__DIRECTIONS FOR THIS TASK__: Omitting the pictures, restate all of the entries below exactly.

Stored data entries

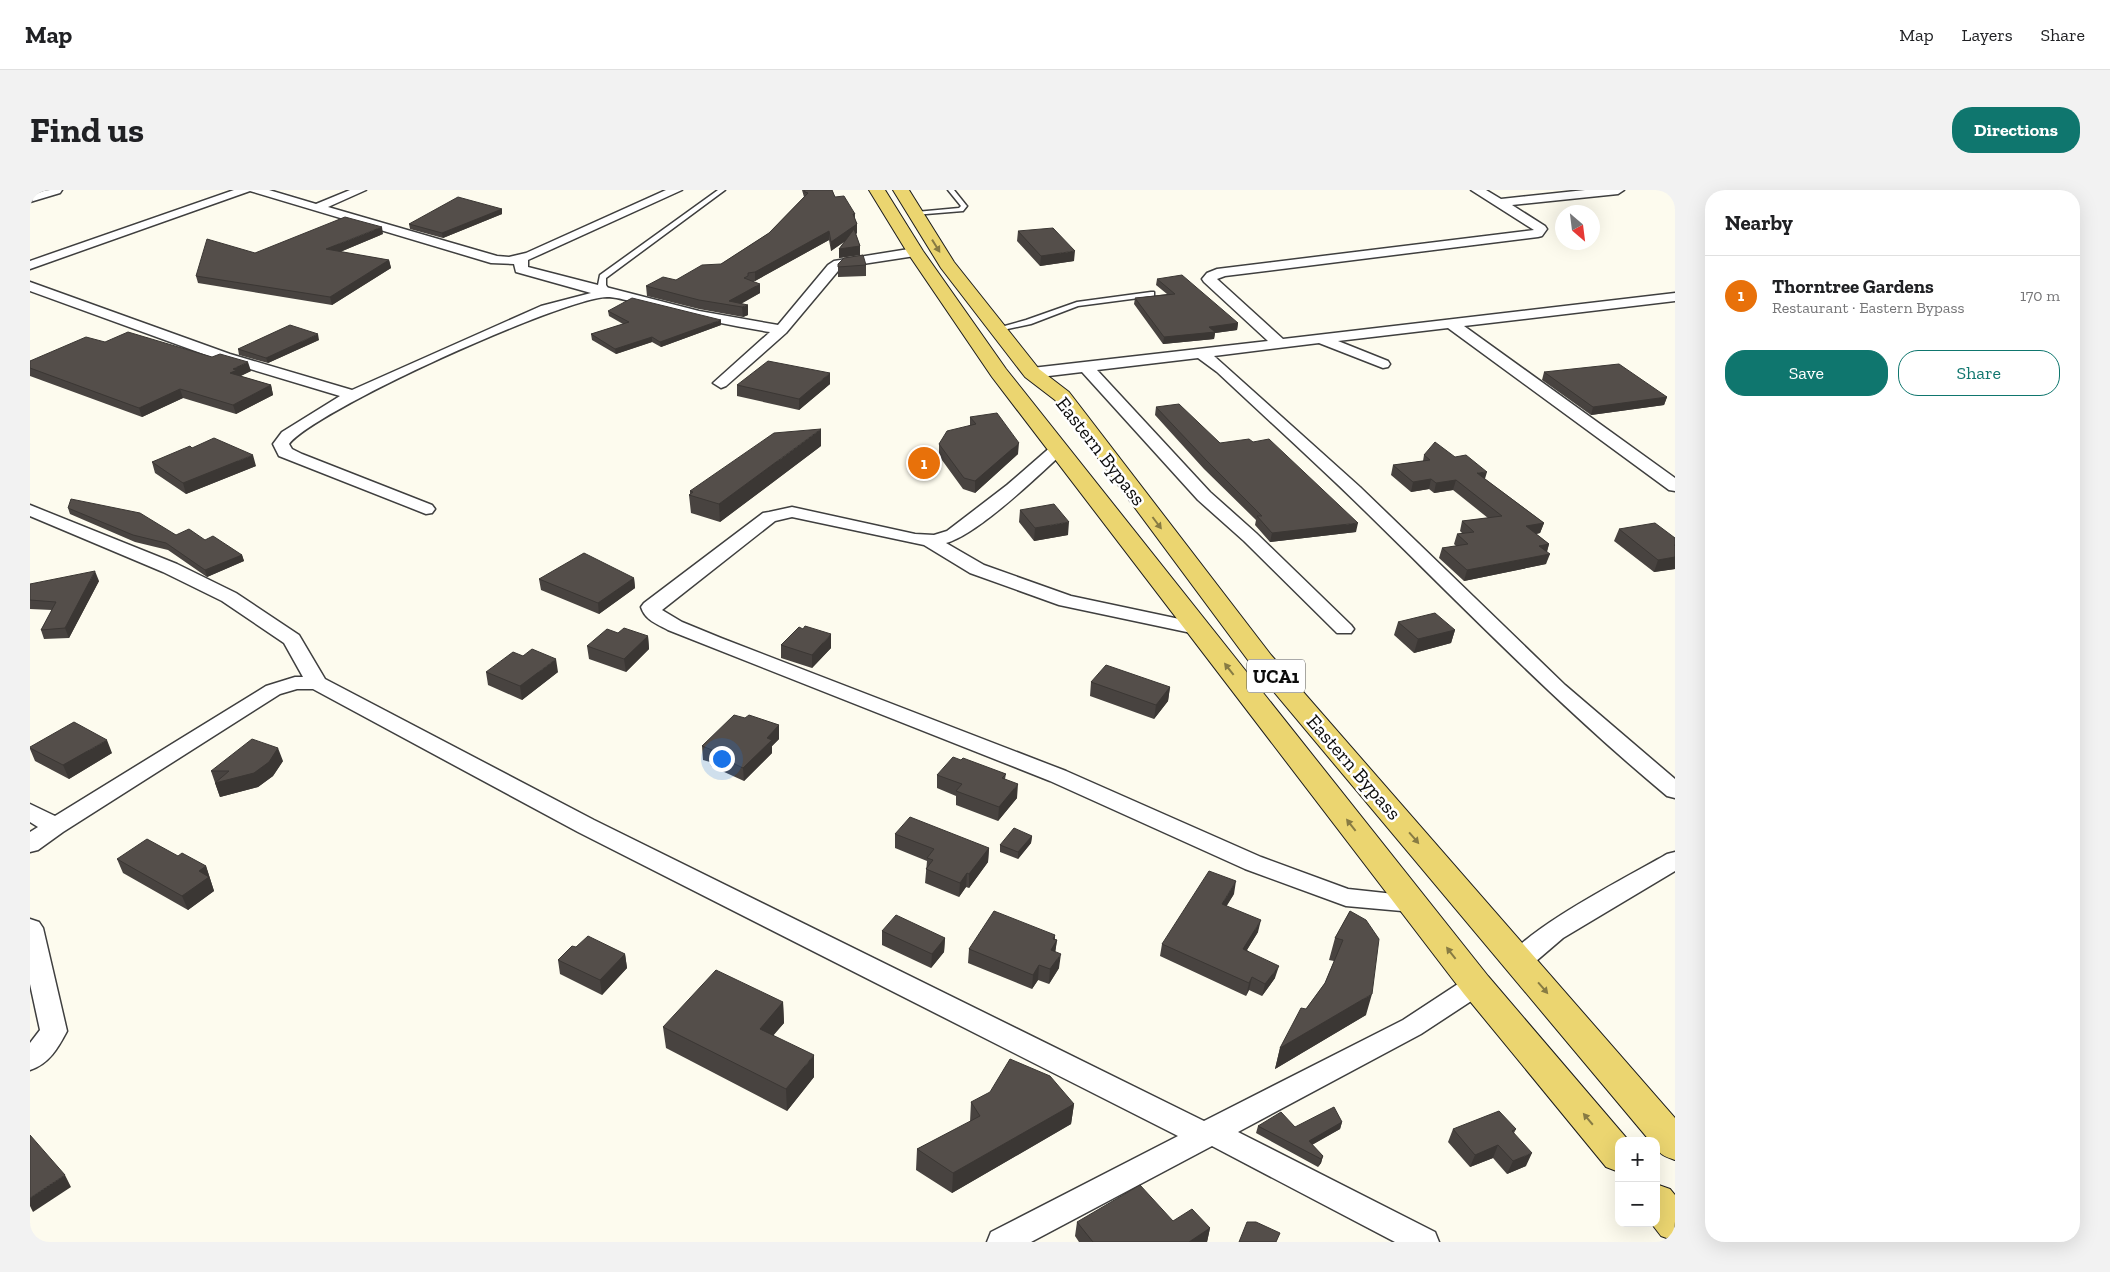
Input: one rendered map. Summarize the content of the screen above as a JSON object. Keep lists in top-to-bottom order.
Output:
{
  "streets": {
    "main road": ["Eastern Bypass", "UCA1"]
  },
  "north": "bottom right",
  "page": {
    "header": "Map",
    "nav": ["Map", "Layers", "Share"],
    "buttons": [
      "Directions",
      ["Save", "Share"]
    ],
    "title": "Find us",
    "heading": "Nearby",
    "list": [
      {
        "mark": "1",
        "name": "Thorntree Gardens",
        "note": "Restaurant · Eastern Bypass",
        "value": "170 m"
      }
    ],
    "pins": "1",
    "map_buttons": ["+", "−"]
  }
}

__REPLY TO THE TASK__:
Input: one rendered map. Summarize the content of the screen above as a JSON object. Keep lists in top-to-bottom order.
Output:
{
  "streets": {
    "main road": ["Eastern Bypass", "UCA1"]
  },
  "north": "bottom right",
  "page": {
    "header": "Map",
    "nav": ["Map", "Layers", "Share"],
    "buttons": [
      "Directions",
      ["Save", "Share"]
    ],
    "title": "Find us",
    "heading": "Nearby",
    "list": [
      {
        "mark": "1",
        "name": "Thorntree Gardens",
        "note": "Restaurant · Eastern Bypass",
        "value": "170 m"
      }
    ],
    "pins": "1",
    "map_buttons": ["+", "−"]
  }
}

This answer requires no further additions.